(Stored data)
-------------------------

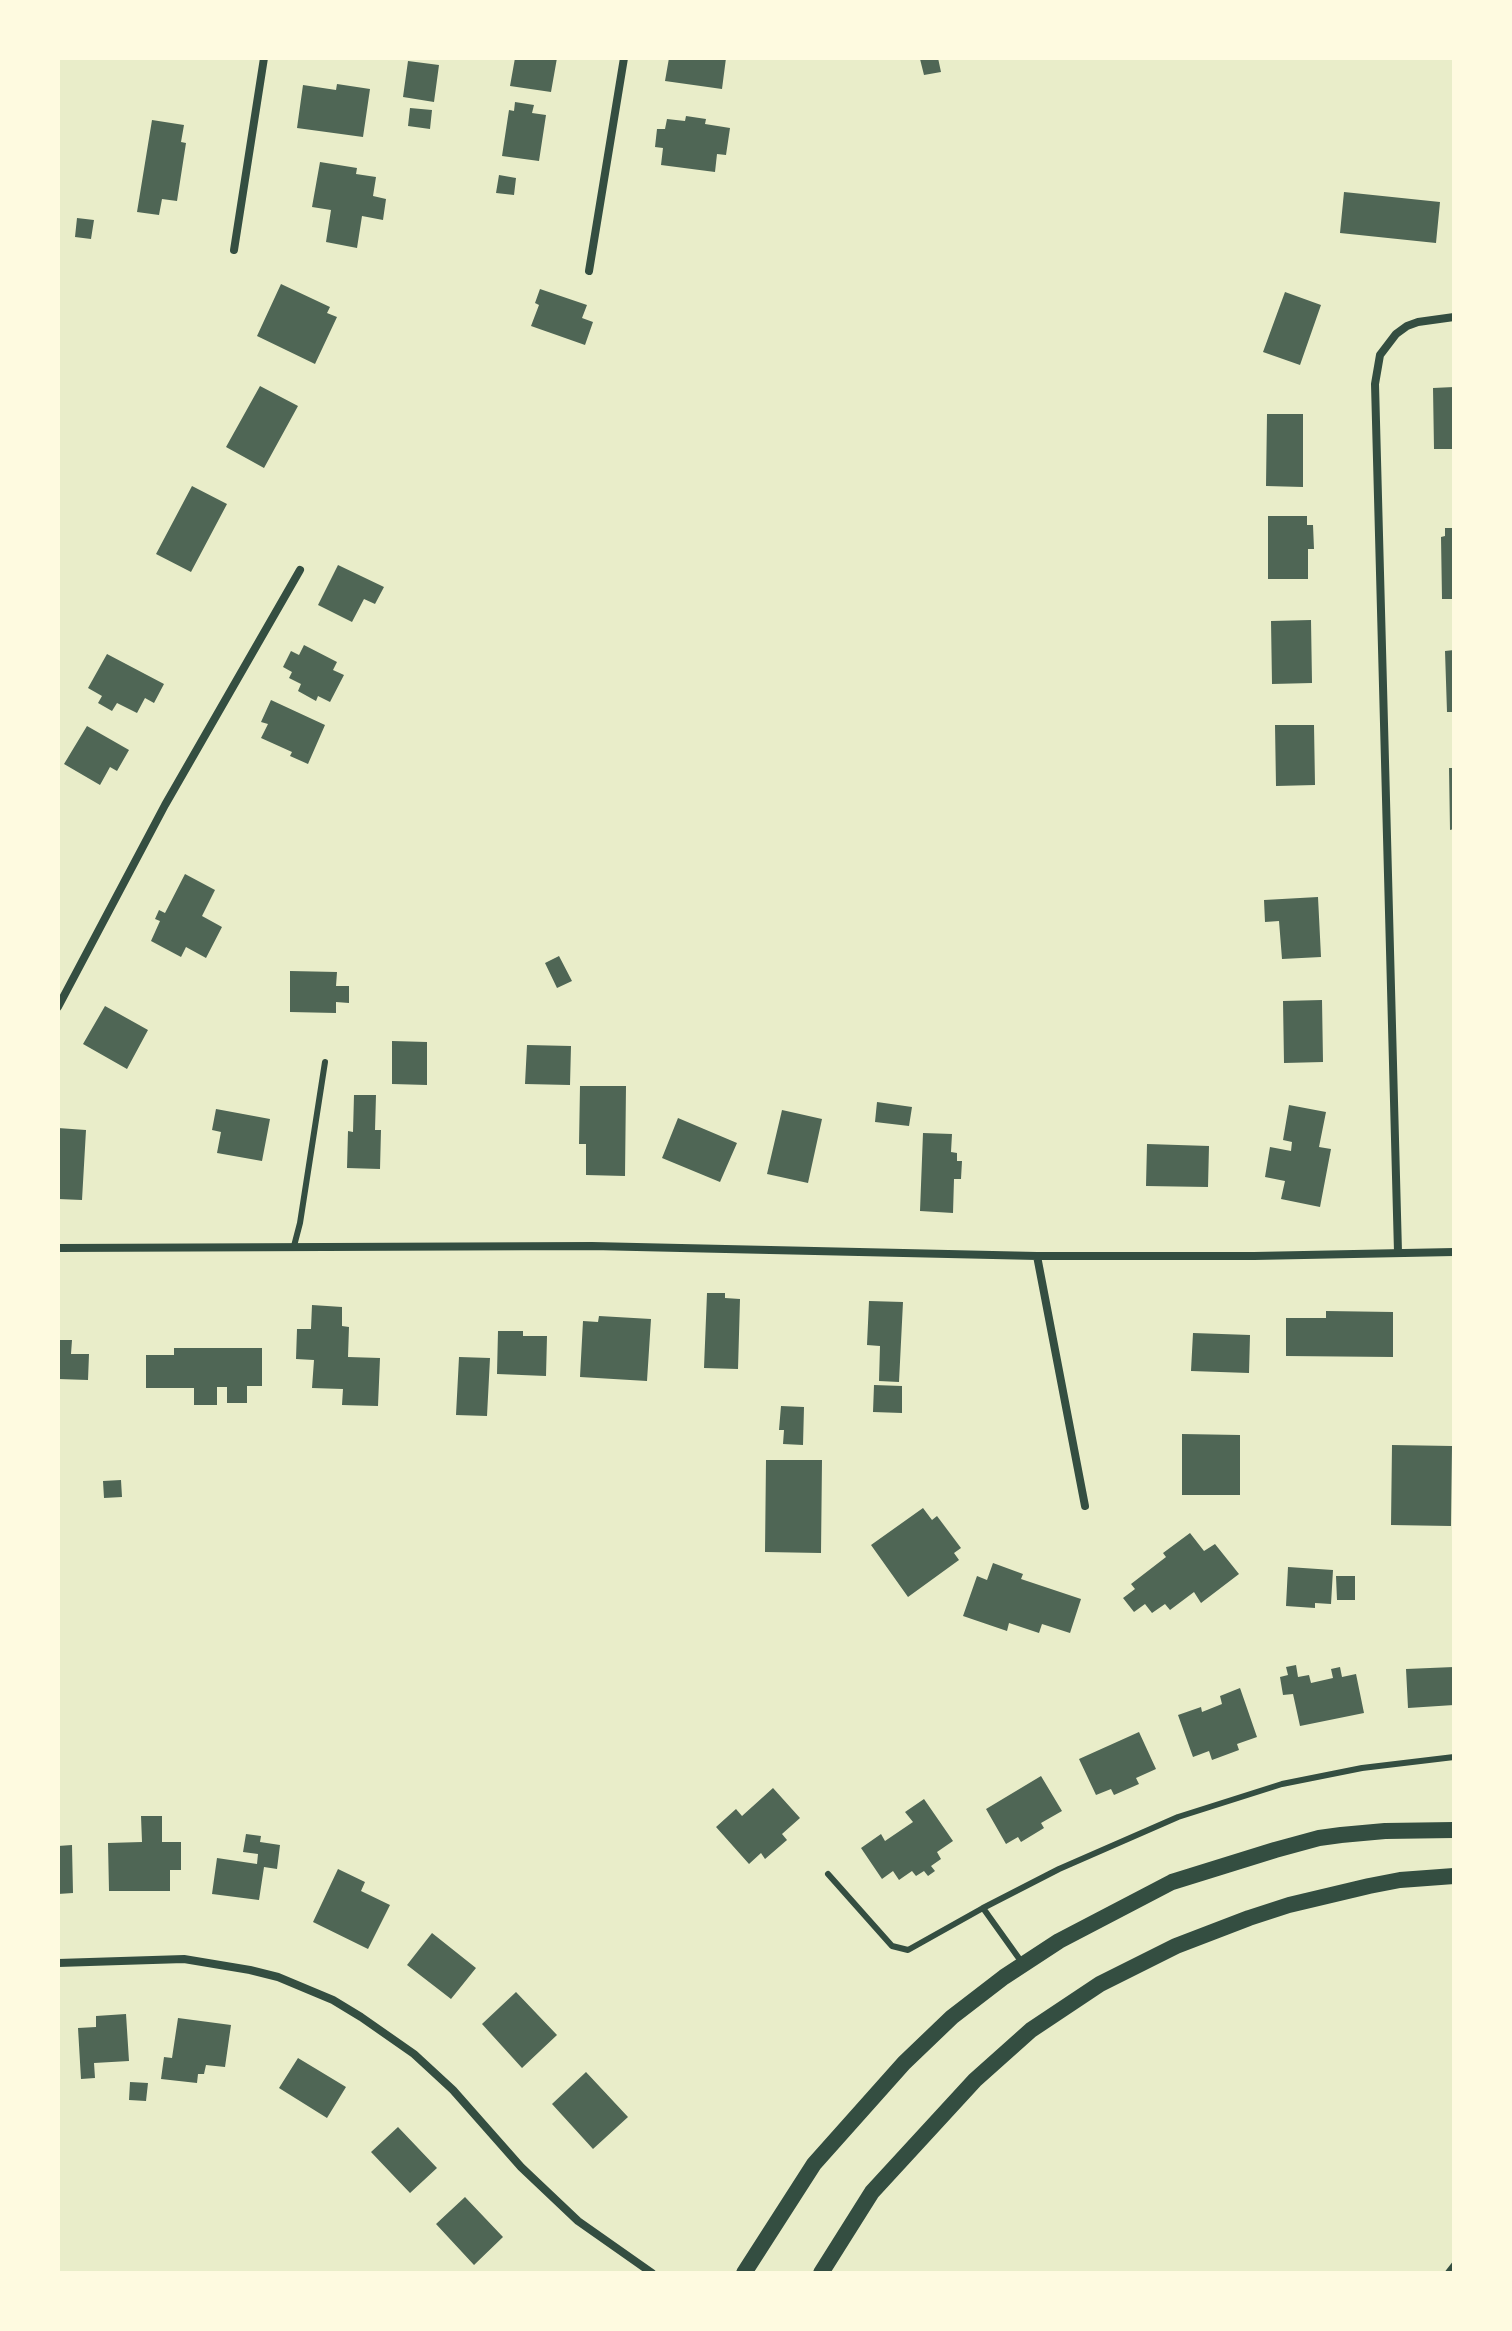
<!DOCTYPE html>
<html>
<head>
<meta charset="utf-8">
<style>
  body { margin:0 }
  #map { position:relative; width:1512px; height:2331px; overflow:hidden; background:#e9edc9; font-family:"Source Sans 3",sans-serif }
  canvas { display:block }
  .frame { position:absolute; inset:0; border:60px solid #fefae0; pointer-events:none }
</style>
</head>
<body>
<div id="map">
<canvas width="1512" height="2331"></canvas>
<div class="frame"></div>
</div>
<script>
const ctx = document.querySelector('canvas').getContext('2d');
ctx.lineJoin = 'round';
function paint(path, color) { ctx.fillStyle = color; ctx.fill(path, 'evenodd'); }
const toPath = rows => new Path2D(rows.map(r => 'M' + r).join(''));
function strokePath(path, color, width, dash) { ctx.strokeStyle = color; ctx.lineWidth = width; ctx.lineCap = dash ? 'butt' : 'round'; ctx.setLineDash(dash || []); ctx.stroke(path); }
paint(toPath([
  [515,58,557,58,551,92,510,86],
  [669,58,726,58,722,89,665,81],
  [938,58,941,72,924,75,920,59],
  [408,61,439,65,434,102,403,97],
  [337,84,370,89,363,137,297,128,303,85,336,90],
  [515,102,534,105,532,113,546,115,539,161,502,156,509,110,514,111],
  [410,108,432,110,430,129,408,126],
  [686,116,706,119,705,124,730,128,726,155,717,154,715,172,661,165,663,148,655,147,657,129,665,129,667,119,685,121],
  [152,120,184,125,181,142,186,143,177,201,162,199,159,215,137,212],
  [320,162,357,168,356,174,376,177,373,196,386,199,383,220,362,216,357,248,326,242,331,210,312,207],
  [499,175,516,178,514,195,496,193],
  [1344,192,1440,202,1436,243,1340,233],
  [77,218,94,220,91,239,75,237],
  [281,284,330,307,327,313,337,317,315,364,257,336],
  [540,289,587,305,582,318,593,322,585,345,531,326,539,305,535,303],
  [1285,292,1321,305,1300,365,1263,352],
  [260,386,298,406,264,468,226,447],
  [1454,387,1454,449,1434,449,1433,388],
  [1267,414,1303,414,1303,487,1266,486],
  [192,486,227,504,191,572,156,554],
  [1268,516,1307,516,1307,525,1313,525,1314,549,1308,549,1308,579,1268,579],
  [1445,528,1454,528,1454,599,1442,599,1441,537,1445,536],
  [338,565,384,587,375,604,364,599,352,622,318,605],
  [1311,620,1312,683,1272,684,1271,621],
  [304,645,337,662,333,670,344,675,330,702,318,696,316,701,298,691,301,684,289,678,292,672,283,667,291,651,299,655],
  [1454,650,1454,712,1447,712,1445,651],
  [107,654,164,684,154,703,145,698,137,713,117,703,112,711,98,703,102,696,88,688],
  [271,700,325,725,308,764,290,756,292,752,261,738,268,724,261,722],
  [1275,725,1314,725,1315,785,1276,786],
  [87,726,129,750,117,771,110,767,100,785,64,764],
  [1449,768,1454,768,1454,829,1450,830],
  [185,874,215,890,202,916,222,927,206,958,186,947,181,957,151,941,160,921,155,919,159,910,165,913],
  [1318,897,1321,957,1282,959,1279,921,1265,922,1264,900],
  [559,956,572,981,557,988,545,963],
  [290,971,337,972,336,986,349,986,349,1003,336,1002,336,1013,290,1012],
  [1322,1000,1323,1062,1284,1063,1283,1001],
  [105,1006,148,1030,127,1069,83,1044],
  [392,1041,427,1042,427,1085,392,1084],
  [527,1045,571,1046,570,1085,525,1084],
  [580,1086,626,1086,625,1176,586,1175,586,1144,579,1144],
  [354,1095,376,1095,375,1130,381,1130,380,1169,347,1168,348,1131,353,1132],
  [877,1102,912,1107,909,1126,875,1122],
  [1289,1105,1326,1112,1319,1147,1331,1149,1320,1207,1281,1199,1285,1181,1265,1177,1270,1147,1291,1151,1292,1142,1283,1140],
  [216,1109,270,1119,262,1161,217,1153,221,1132,212,1130],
  [782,1110,822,1119,808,1183,767,1174],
  [678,1118,737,1143,720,1182,662,1158],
  [58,1128,86,1130,82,1200,58,1199],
  [923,1133,952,1134,951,1152,957,1153,957,1161,962,1161,961,1179,954,1179,953,1213,920,1211],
  [1147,1144,1209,1146,1208,1187,1146,1186],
  [707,1293,725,1293,725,1298,740,1299,738,1369,704,1368],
  [869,1301,903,1302,899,1382,879,1381,880,1346,867,1345],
  [312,1305,342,1307,342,1326,349,1327,348,1357,380,1358,378,1406,342,1405,343,1389,312,1388,314,1360,296,1359,297,1329,311,1329],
  [1326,1311,1393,1312,1393,1357,1286,1356,1286,1318,1326,1318],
  [599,1316,651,1319,647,1381,580,1377,583,1321,598,1322],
  [498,1331,523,1331,523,1336,547,1336,546,1376,497,1374],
  [1193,1333,1250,1335,1249,1373,1191,1371],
  [58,1340,72,1340,71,1354,89,1354,88,1380,58,1379],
  [174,1348,262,1348,262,1386,247,1386,247,1403,227,1403,227,1387,217,1387,217,1405,194,1405,194,1388,146,1388,146,1355,174,1355],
  [459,1357,490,1358,487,1416,456,1415],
  [874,1385,902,1386,902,1413,873,1412],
  [781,1406,804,1407,803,1445,783,1444,784,1430,779,1430],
  [1182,1434,1240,1435,1240,1495,1182,1495],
  [1392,1445,1452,1446,1451,1526,1391,1525],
  [766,1460,822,1460,821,1553,765,1552],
  [121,1480,122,1497,104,1498,103,1481],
  [923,1508,932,1520,937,1516,961,1548,954,1553,959,1560,908,1597,871,1545],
  [1190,1533,1204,1551,1215,1544,1239,1574,1201,1603,1194,1592,1170,1610,1165,1604,1152,1613,1145,1604,1134,1612,1123,1598,1135,1589,1131,1584,1166,1557,1163,1553],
  [993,1563,1023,1574,1021,1579,1081,1599,1070,1633,1042,1624,1039,1633,1009,1623,1007,1631,963,1616,977,1576,987,1580],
  [1288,1567,1333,1570,1331,1604,1315,1603,1315,1608,1286,1606],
  [1336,1576,1355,1576,1355,1600,1337,1600],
  [1296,1665,1298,1677,1309,1675,1311,1683,1333,1678,1331,1669,1340,1667,1342,1677,1356,1674,1364,1713,1300,1726,1293,1694,1283,1695,1280,1677,1288,1675,1286,1667],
  [1454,1667,1454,1705,1408,1708,1406,1669],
  [1240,1688,1257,1737,1237,1744,1239,1750,1212,1760,1209,1751,1193,1757,1178,1715,1201,1707,1202,1712,1222,1704,1220,1696],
  [1139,1732,1156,1769,1136,1778,1139,1784,1114,1795,1111,1789,1096,1795,1079,1759],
  [1041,1776,1062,1811,1041,1823,1044,1828,1021,1842,1018,1837,1006,1844,986,1809],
  [773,1788,800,1818,782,1834,787,1840,765,1859,761,1853,749,1864,716,1827,736,1809,742,1816],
  [924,1799,953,1841,937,1852,941,1859,931,1866,935,1871,928,1876,924,1871,916,1876,912,1871,899,1880,893,1871,882,1879,861,1848,881,1834,885,1841,913,1822,905,1812],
  [141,1816,162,1816,162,1842,181,1842,181,1870,170,1870,170,1891,109,1891,108,1843,142,1842],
  [246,1834,261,1836,260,1842,280,1845,277,1869,264,1867,259,1900,212,1894,217,1858,257,1864,258,1854,243,1852],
  [72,1845,73,1893,58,1894,58,1846],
  [338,1869,365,1882,361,1891,390,1905,368,1949,313,1922],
  [432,1933,476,1968,451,1999,407,1965],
  [516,1992,557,2035,522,2068,482,2024],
  [126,2014,129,2061,94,2063,95,2078,81,2079,78,2028,96,2027,96,2016],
  [178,2018,231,2025,225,2067,206,2065,204,2074,198,2074,197,2083,161,2079,164,2057,172,2058],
  [298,2058,346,2087,327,2118,279,2088],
  [586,2072,628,2117,593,2149,552,2104],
  [130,2082,148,2083,146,2101,129,2100],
  [398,2127,437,2168,410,2193,371,2152],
  [465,2197,503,2237,474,2265,436,2224]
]), '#4f6655');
strokePath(toPath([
  [1447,2273,1454,2264]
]), '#344e41', 5);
strokePath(toPath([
  [294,1246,300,1223,325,1062],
  [828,1874,892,1946,908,1950,983,1908,1023,1964],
  [983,1908,1059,1869,1178,1817,1282,1784,1362,1768,1454,1757]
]), '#344e41', 6);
strokePath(toPath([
  [234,250,264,58],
  [589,271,624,58],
  [58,1007,165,805,300,570],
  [58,1248,592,1246,1037,1256,1254,1256,1454,1252],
  [1398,1252,1375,384,1380,355,1396,334,1407,326,1418,322,1454,317],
  [1037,1256,1085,1506],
  [58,1963,184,1959,250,1970,278,1977,333,2000,361,2017,414,2054,453,2090,521,2167,578,2221,652,2273]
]), '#344e41', 8);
strokePath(toPath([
  [744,2273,814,2164,904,2063,952,2017,1004,1977,1059,1941,1172,1882,1275,1850,1319,1838,1341,1835,1385,1831,1454,1830],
  [821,2273,872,2192,975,2080,1031,2030,1100,1984,1176,1946,1249,1918,1289,1905,1369,1886,1400,1880,1454,1876]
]), '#344e41', 16);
</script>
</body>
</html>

-------------------------

* Activity *
Among the entries, how many lines include the word "const"? Answer with only the number.

* Task response *
2